La respuesta, sin ser una justificación de parte nuestra, puede encontrarse en la intrincada situación que ha vivido Colombia desde la muerte violenta y trágica del caudillo liberal Jorge Eliécer Gaitán, ocurrida el 9 de abril de 1.948 en Bogotá, por cuanto, desde entonces hasta el día de hoy se han abierto las compuertas a la “doctrina de la seguridad nacional” y a las “razones de Estado” y, por ahí derecho, a la aplicación indiscriminada del “derecho penal del enemigo” de Carl Schmitt, arquitecto jurídico del régimen nacional socialista de Adolfo Hitler, cuyas trágicas consecuencias, por fortuna, hoy hacen parte de la historia universal.
Todo lo anterior llevó, desafortunadamente, a la degradación del conflicto armado interno, a la “guerra sucia”, a las ejecuciones fuera de combate, a las detenciones arbitrarias, a las detenciones indiscriminadas y colectivas, al desplazamiento forzado, al terrorismo de Estado, al narcotráfico, al paramilitarismo, a la utilización de desertores de los grupos armados de delincuencia común o de delincuencia organizada como testigos de cargo y a la prolongación de los estrados judiciales como campos de batalla, circunstancias, más que suficientes, para que hagamos votos sinceros porque el proceso de paz, actualmente en curso, culmine exitosamente.
Ahora bien, si la Corte Suprema de Justicia hubiera sido consecuente consigo misma y hubiera aplicado su nueva línea jurisprudencial contenida en las sentencias de casación penal de 26 de septiembre de 2.012 (Proceso No. 38.250) y de 12 de febrero de 2.014 (Proceso No. 40.214) y la jurisprudencia de la Corte Constitucional contenida en la Sentencia C-334 de 2.013, sobre la criminalidad organizada de carácter común o de carácter político, el concierto para delinquir, el dominio del hecho a través de aparatos organizados de poder, autoría a través del poder de mando y autoría por dominio de la organización, hoy se tendríamos conocimiento acerca de quiénes fueron los autores mediatos y los coautores inmediatos de este trágico acontecimiento, porque en realidad de verdad, no resulta afortunado para la salud de la república, que todo el peso de la ley haya caído exclusivamente en los ejecutores materiales, respecto de los cuales pudieron haberse dado causales de exclusión de responsabilidad, de antijuridicidad, de subjetividad y, hasta, de inimputabilidad, como ya se había establecido en providencias anteriores, como aparece en la sentencia de casación penal de 29 de septiembre de 2.003 (Proceso No. 19.734 y en el auto de 10 de junio de 2.008 (Proceso No. 29.268) o que, por lo menos, se hubiera ordenado investigar a quienes, por las razones anteriores, puedan ser responsables, por acción o por omisión, de este trágico acontecimiento, dado que respecto de los mimos la acción penal no está prescrita.

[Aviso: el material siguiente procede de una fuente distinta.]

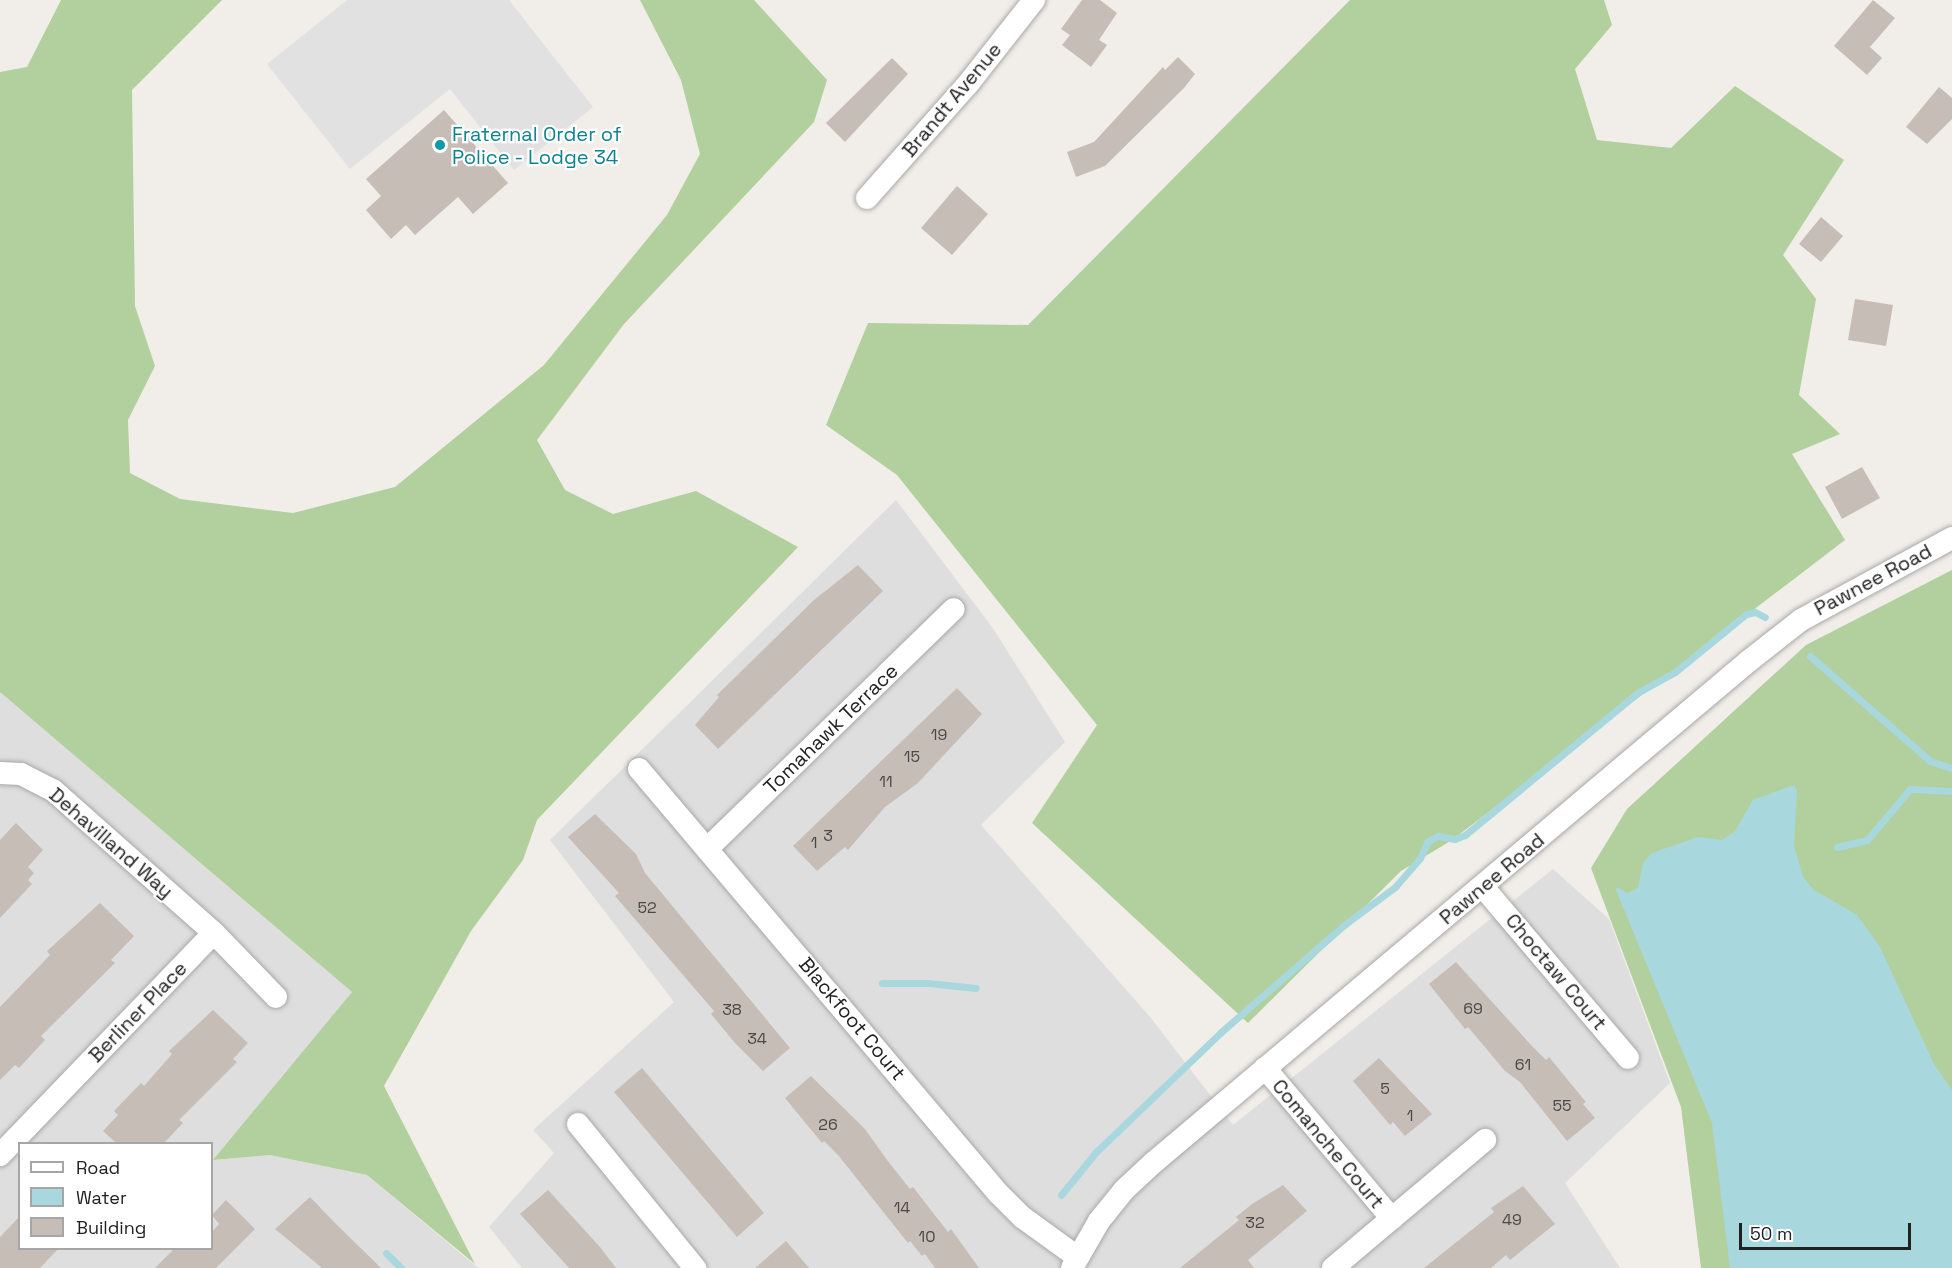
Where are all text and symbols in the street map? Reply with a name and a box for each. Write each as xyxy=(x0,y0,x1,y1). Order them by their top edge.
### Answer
street label: Brandt Avenue xyxy=(897,38,1007,162)
place label: Fraternal Order of Police - Lodge 34 xyxy=(452,122,622,169)
marker: Fraternal Order of Police - Lodge 34 xyxy=(433,138,447,152)
street label: Pawnee Road xyxy=(1810,539,1936,621)
street label: Tomahawk Terrace xyxy=(759,659,903,799)
house number: 19 xyxy=(931,725,947,745)
house number: 15 xyxy=(904,747,920,767)
house number: 11 xyxy=(879,772,893,792)
street label: Dehavilland Way xyxy=(44,783,178,903)
house number: 3 xyxy=(823,826,833,846)
street label: Pawnee Road xyxy=(1435,828,1549,930)
house number: 1 xyxy=(811,833,817,853)
house number: 52 xyxy=(637,898,657,918)
street label: Choctaw Court xyxy=(1500,909,1612,1035)
street label: Blackfoot Court xyxy=(794,953,910,1085)
street label: Berliner Place xyxy=(84,957,192,1067)
house number: 69 xyxy=(1463,999,1483,1019)
house number: 38 xyxy=(722,1000,742,1020)
house number: 34 xyxy=(747,1029,767,1049)
house number: 61 xyxy=(1515,1055,1531,1075)
street label: Comanche Court xyxy=(1267,1074,1389,1214)
house number: 5 xyxy=(1380,1079,1390,1099)
house number: 55 xyxy=(1552,1096,1572,1116)
house number: 1 xyxy=(1407,1106,1413,1126)
house number: 26 xyxy=(818,1115,838,1135)
legend xyxy=(18,1142,213,1250)
text: Road xyxy=(76,1156,120,1179)
text: Water xyxy=(76,1186,127,1209)
house number: 14 xyxy=(894,1198,910,1218)
house number: 49 xyxy=(1502,1210,1522,1230)
scale bar xyxy=(1742,1211,1914,1249)
house number: 32 xyxy=(1245,1213,1265,1233)
text: Building xyxy=(76,1216,146,1239)
text: 50 m xyxy=(1750,1222,1792,1245)
house number: 10 xyxy=(919,1227,935,1247)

Expresamos lo anterior afincados en los principios establecidos en la Constitución Política de 1.991 y desarrollados en el Código Penal y en el Código de Procedimiento Penal, manteniéndonos ajenos a cualquier tinte de carácter político, pero si impelido por la necesidad de que en nuestro país se afinquen definitivamente el Estado de derecho con la democracia formal y el Estado social y democrático de derecho con la democracia sustancial que, en términos de Luigi Ferrajoli, se caracteriza porque de la misma hacen parte integral los derechos fundamentales y el contenido de los mismos.
Lo cierto del caso es que las consecuencias del conflicto armado interno, como si se tratara de una maldición gitana, solo afecta a los hijos del pueblo, así éstos actúen en un bando o actúen en el otro, siempre será el pueblo el que resulte perdedor, situación que evidencia la imperiosa necesidad de fortalecer el marco jurídico para la paz (Acto Legislativo No. 01 de 2.012) y la justicia transicional, como mecanismos para la terminación, ojalá definitiva, del conflicto armado interno que nos aqueja y aflige.
Que la “masacre de Potosí” nos sirva de punto de referencia y de reflexión, para fortalecer el proceso de paz, actualmente en desarrollo.
Por: Rafael Aguja Sanabria, abogado penalista, docente universitario.